(SOURCE INFORMATION begins)

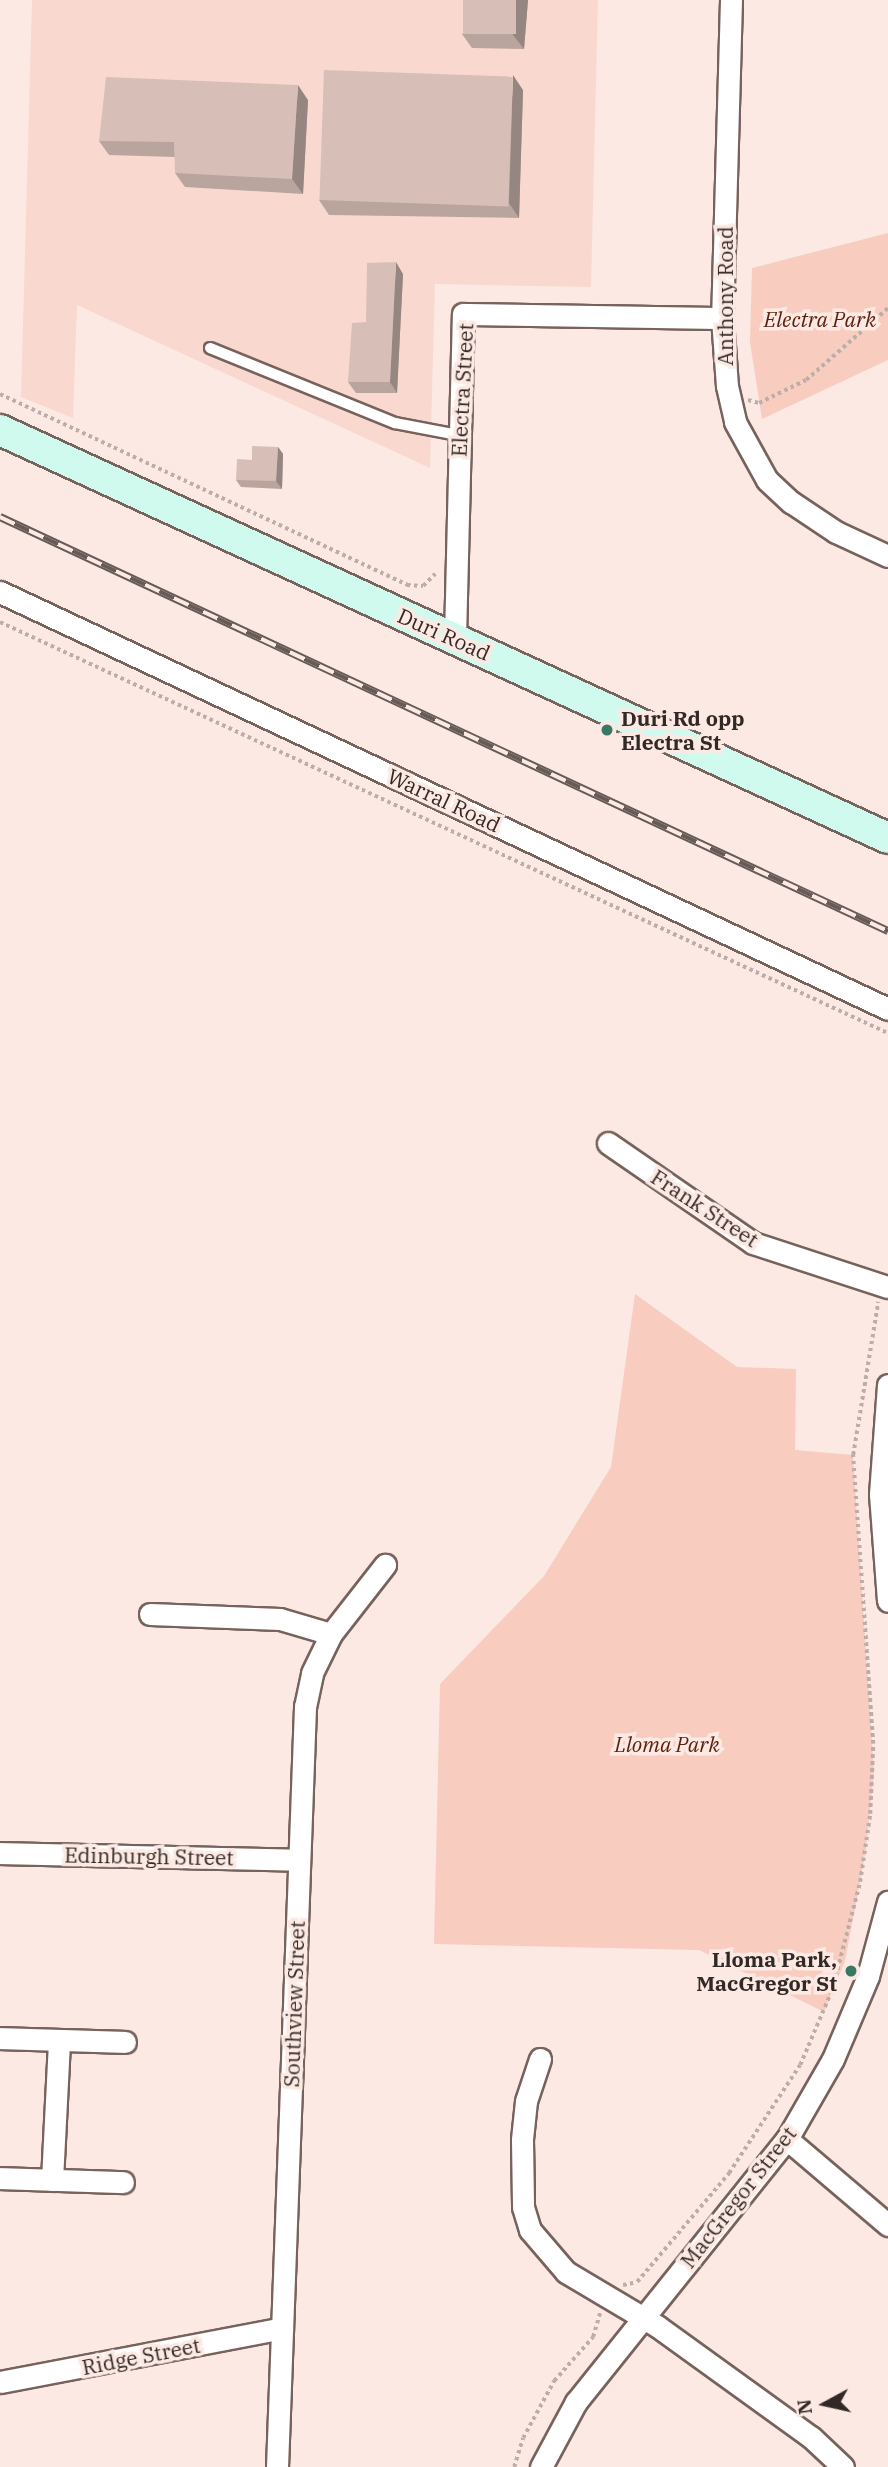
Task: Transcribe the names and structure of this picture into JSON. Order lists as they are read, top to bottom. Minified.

(SOURCE INFORMATION ends)
(SOURCE INFORMATION begins)

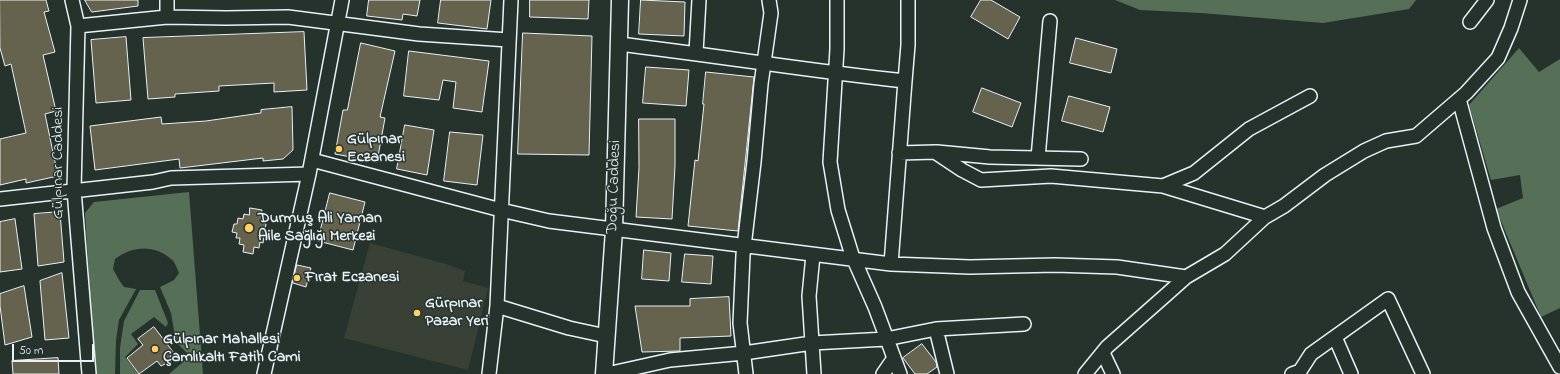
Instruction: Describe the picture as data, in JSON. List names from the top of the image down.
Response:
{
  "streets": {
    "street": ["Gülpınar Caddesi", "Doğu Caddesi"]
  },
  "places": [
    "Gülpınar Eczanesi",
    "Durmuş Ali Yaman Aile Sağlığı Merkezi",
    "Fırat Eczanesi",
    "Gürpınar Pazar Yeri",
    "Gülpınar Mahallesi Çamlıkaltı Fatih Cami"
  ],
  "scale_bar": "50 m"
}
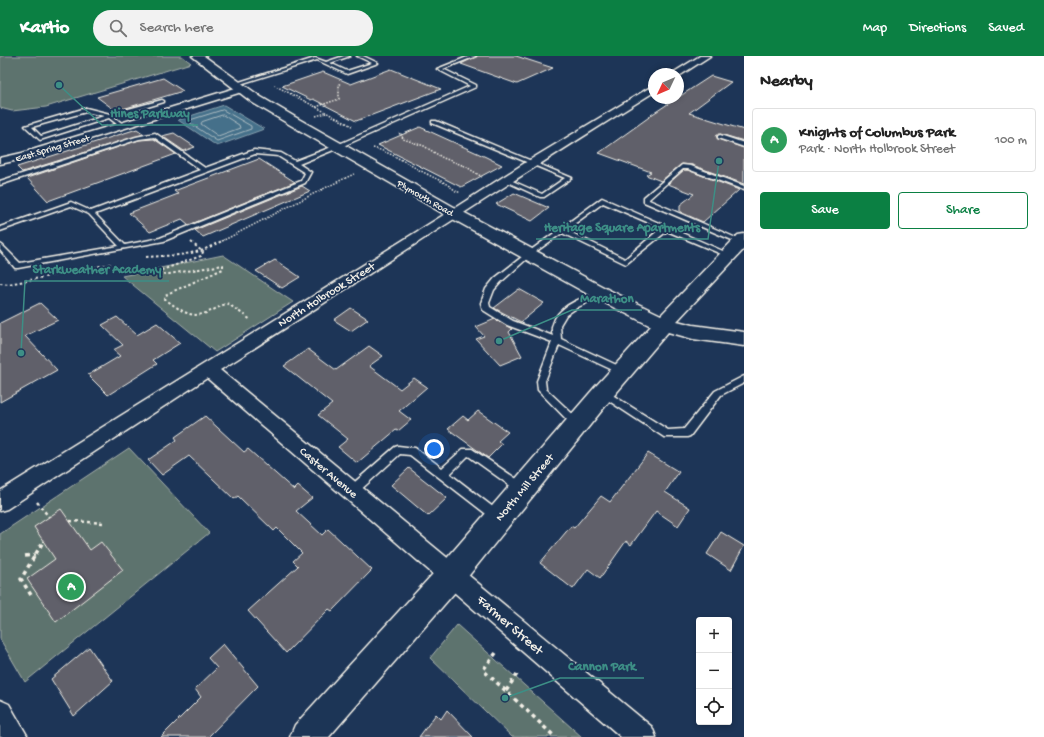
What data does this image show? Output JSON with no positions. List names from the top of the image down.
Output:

(SOURCE INFORMATION ends)

- _ACTIVITY_:
Reproduce every line of the material above that has the string "data".

- _TASK RESPONSE_:
Instruction: Describe the picture as data, in JSON. List names from the top of the image down.
What data does this image show? Output JSON with no positions. List names from the top of the image down.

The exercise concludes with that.